→ WHAT THE TASK REQUIRES:
Please count the lines in the data below that mention the word "Tích", then give only the total.
※
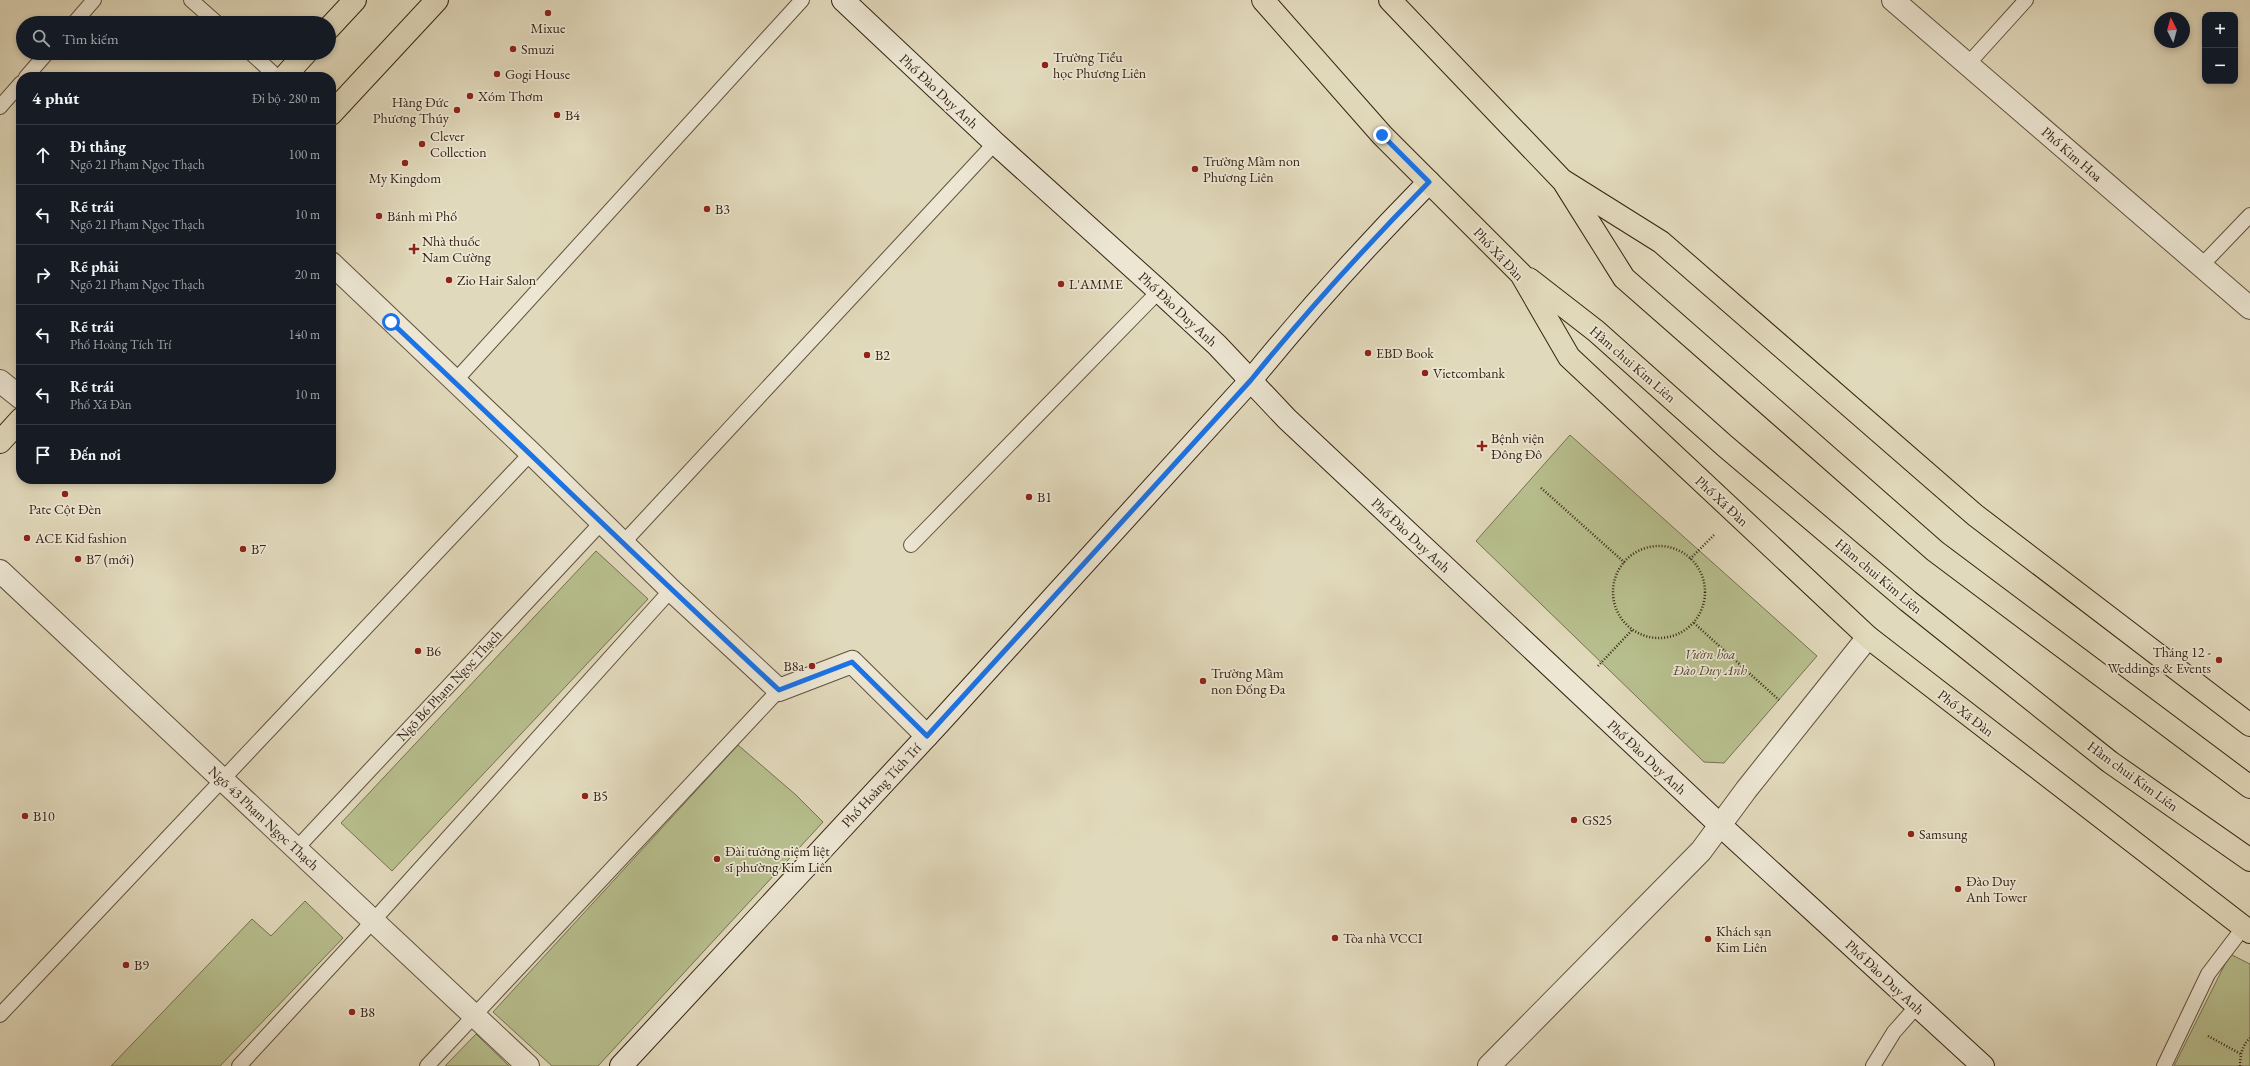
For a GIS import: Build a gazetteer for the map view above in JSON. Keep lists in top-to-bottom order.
{
  "streets": {
    "main road": ["Phố Xã Đàn", "Hầm chui Kim Liên"],
    "street": [
      "Phố Đào Duy Anh",
      "Phố Kim Hoa",
      "Phố Hoàng Tích Trí",
      "Ngõ 43 Phạm Ngọc Thạch"
    ],
    "lane": ["Ngõ B6 Phạm Ngọc Thạch"]
  },
  "crossings": [
    ["Phố Đào Duy Anh", "Phố Hoàng Tích Trí"],
    ["Phố Xã Đàn", "Hầm chui Kim Liên"],
    ["Phố Xã Đàn", "Phố Hoàng Tích Trí"],
    ["Ngõ B6 Phạm Ngọc Thạch", "Ngõ 43 Phạm Ngọc Thạch"]
  ],
  "parks": ["Vườn hoa Đào Duy Anh"],
  "places": {
    "other": [
      "Mixue",
      "Smuzi",
      "Trường Tiểu học Phương Liên",
      "Gogi House",
      "Xóm Thơm",
      "Hàng Đức Phương Thúy",
      "B4",
      "Clever Collection",
      "My Kingdom",
      "Trường Mầm non Phương Liên",
      "B3",
      "Bánh mì Phố",
      "Zio Hair Salon",
      "L'AMME",
      "EBD Book",
      "B2",
      "Vietcombank",
      "Pate Cột Đèn",
      "B1",
      "ACE Kid fashion",
      "B7",
      "B7 (mới)",
      "B6",
      "Tháng 12 - Weddings & Events",
      "B8a",
      "Trường Mầm non Đống Đa",
      "B5",
      "B10",
      "GS25",
      "Samsung",
      "Đài tưởng niệm liệt sĩ phường Kim Liên",
      "Đào Duy Anh Tower",
      "Tòa nhà VCCI",
      "Khách sạn Kim Liên",
      "B9",
      "B8"
    ],
    "health": ["Nhà thuốc Nam Cường", "Bệnh viện Đông Đô"]
  },
  "north": "top",
  "page": {
    "map_buttons": ["+", "−"],
    "search": "Tìm kiếm",
    "heading": ["4 phút", "Đi bộ · 280 m"],
    "list": [
      ["Đi thẳng", "Ngõ 21 Phạm Ngọc Thạch", "100 m"],
      ["Rẽ trái", "Ngõ 21 Phạm Ngọc Thạch", "10 m"],
      ["Rẽ phải", "Ngõ 21 Phạm Ngọc Thạch", "20 m"],
      ["Rẽ trái", "Phố Hoàng Tích Trí", "140 m"],
      ["Rẽ trái", "Phố Xã Đàn", "10 m"],
      "Đến nơi"
    ]
  }
}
※
→ EXPECTED OUTPUT:
4